**GOAL OF THE EXERCISE:** How many lines in these records hold the string "fillStyle"? Reply with the number alone.

**DATA FOR ANALYSIS:**
--- START ---
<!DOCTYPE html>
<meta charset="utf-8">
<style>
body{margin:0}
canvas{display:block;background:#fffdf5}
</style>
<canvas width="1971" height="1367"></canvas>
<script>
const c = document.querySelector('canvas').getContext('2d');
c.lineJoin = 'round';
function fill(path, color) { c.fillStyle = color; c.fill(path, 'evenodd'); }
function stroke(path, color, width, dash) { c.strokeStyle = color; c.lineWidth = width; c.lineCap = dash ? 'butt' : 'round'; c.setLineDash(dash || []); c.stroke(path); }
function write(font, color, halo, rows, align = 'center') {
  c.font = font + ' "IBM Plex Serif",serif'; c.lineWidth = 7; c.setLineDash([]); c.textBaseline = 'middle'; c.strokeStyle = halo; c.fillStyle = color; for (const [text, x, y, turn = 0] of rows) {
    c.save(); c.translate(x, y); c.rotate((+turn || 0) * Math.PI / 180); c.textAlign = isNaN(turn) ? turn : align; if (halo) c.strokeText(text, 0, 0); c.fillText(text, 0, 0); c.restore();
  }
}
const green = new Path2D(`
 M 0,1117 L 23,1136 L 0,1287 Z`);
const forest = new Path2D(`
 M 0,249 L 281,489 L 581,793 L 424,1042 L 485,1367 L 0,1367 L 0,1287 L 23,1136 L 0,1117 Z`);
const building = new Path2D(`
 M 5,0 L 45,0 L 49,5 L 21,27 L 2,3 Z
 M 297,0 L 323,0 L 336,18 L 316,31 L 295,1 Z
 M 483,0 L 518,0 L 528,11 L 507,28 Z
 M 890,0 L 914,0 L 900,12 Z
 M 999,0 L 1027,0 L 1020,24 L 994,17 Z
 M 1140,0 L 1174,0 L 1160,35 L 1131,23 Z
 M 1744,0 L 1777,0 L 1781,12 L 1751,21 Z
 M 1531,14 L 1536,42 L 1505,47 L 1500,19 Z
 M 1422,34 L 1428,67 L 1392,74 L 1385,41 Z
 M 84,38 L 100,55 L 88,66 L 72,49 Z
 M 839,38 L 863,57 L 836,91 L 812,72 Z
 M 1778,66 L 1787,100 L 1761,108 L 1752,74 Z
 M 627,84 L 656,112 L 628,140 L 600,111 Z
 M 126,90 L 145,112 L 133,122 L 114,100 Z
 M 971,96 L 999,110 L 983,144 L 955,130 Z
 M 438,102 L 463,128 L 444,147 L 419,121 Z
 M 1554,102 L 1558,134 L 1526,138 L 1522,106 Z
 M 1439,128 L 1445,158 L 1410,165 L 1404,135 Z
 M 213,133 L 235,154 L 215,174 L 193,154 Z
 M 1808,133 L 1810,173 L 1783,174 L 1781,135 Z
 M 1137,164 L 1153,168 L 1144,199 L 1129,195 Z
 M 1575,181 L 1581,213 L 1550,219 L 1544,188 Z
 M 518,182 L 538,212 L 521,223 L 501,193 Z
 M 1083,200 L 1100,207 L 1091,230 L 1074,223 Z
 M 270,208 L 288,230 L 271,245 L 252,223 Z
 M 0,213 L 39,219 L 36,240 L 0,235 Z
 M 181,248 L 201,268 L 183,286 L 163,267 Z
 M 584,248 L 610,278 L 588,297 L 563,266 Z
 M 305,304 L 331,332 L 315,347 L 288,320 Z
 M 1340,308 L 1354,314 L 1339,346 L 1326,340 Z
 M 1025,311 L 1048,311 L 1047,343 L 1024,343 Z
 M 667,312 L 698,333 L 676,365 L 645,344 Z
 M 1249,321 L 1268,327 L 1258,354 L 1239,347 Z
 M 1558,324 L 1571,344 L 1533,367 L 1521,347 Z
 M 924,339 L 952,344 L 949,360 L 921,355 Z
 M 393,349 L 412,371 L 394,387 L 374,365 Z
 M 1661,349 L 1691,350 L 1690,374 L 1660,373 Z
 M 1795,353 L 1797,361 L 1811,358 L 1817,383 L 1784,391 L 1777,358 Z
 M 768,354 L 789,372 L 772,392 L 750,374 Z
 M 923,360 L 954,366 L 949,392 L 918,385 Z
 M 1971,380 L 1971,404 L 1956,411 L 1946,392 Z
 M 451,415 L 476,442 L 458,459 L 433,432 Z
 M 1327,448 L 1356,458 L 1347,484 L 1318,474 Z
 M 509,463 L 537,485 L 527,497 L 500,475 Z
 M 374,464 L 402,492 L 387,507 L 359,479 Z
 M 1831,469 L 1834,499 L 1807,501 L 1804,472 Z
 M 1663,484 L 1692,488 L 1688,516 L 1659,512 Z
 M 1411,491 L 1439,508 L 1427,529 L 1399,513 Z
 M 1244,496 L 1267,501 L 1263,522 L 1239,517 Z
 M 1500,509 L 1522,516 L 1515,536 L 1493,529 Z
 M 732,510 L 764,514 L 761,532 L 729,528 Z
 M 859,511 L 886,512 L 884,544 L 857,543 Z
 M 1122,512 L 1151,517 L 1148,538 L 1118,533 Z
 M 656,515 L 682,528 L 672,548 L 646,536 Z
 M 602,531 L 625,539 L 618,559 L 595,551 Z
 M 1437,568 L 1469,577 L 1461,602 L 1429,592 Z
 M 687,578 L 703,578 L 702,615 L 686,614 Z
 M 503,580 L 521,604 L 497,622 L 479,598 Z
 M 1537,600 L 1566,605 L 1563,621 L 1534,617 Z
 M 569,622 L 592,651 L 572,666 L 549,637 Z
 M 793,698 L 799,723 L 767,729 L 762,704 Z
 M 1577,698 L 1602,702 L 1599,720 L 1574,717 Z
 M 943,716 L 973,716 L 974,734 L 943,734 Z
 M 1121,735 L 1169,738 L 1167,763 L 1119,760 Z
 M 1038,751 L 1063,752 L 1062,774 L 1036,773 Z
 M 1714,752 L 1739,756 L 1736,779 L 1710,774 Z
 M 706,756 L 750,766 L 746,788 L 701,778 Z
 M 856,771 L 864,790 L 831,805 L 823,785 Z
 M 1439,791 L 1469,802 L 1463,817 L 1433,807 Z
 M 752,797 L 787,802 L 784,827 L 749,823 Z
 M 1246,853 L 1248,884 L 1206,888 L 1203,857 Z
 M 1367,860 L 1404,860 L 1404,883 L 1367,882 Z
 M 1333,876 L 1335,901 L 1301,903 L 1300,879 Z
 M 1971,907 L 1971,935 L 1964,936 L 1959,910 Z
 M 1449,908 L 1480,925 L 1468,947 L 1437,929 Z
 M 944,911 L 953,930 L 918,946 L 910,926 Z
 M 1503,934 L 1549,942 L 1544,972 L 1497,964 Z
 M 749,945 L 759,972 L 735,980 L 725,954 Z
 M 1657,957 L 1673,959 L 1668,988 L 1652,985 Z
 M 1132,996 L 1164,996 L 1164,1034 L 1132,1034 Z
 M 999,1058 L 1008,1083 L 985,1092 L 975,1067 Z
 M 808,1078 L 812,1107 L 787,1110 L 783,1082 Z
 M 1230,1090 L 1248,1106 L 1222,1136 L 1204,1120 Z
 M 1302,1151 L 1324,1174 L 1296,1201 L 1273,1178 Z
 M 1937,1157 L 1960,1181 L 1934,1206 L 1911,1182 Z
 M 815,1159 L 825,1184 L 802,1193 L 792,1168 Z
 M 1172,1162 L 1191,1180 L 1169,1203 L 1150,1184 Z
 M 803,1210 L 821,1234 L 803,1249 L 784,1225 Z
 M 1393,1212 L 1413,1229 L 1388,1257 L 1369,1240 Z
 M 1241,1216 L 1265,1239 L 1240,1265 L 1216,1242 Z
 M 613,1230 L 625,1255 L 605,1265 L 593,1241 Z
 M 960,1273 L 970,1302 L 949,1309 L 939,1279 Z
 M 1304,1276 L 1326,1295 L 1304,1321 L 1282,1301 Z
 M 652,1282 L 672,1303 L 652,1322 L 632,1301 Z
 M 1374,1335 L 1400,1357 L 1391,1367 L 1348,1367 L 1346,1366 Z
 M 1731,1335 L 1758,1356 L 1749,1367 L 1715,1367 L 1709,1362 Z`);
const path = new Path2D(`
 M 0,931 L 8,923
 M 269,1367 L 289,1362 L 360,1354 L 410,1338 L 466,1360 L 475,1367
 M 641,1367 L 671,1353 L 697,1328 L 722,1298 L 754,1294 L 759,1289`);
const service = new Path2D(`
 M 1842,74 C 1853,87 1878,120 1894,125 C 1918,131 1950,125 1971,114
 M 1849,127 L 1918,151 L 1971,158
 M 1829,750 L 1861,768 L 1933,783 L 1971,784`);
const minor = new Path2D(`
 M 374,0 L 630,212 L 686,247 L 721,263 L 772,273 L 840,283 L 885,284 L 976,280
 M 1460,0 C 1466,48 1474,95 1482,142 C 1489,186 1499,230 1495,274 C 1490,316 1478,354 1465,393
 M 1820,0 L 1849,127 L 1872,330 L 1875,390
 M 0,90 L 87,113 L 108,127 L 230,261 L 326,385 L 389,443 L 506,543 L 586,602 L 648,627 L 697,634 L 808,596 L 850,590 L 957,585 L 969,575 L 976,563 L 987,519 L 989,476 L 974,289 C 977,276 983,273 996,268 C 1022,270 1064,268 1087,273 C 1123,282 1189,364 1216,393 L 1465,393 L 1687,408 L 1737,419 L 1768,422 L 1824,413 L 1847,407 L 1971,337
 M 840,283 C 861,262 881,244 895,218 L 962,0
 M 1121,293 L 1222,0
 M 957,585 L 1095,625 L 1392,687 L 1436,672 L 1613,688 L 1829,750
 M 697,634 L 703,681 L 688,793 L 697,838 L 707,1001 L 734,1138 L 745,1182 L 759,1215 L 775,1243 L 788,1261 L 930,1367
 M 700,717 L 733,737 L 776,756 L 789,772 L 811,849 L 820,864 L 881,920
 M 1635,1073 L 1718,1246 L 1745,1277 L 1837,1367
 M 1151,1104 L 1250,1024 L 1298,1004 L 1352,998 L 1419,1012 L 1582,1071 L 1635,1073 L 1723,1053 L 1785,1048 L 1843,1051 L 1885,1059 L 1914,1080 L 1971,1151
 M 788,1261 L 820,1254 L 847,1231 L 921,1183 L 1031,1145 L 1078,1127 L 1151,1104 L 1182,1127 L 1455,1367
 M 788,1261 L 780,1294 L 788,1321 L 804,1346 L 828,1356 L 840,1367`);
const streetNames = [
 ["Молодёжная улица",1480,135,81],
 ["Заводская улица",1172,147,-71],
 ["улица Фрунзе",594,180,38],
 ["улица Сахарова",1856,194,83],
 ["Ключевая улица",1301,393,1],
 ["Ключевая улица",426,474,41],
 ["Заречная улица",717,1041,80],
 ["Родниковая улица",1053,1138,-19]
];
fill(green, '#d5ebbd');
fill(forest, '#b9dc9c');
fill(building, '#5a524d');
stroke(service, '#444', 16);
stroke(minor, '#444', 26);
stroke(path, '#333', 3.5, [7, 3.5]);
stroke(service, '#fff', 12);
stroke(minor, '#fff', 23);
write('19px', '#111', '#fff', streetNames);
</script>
--- END ---
**EXERCISE OUTPUT:** 2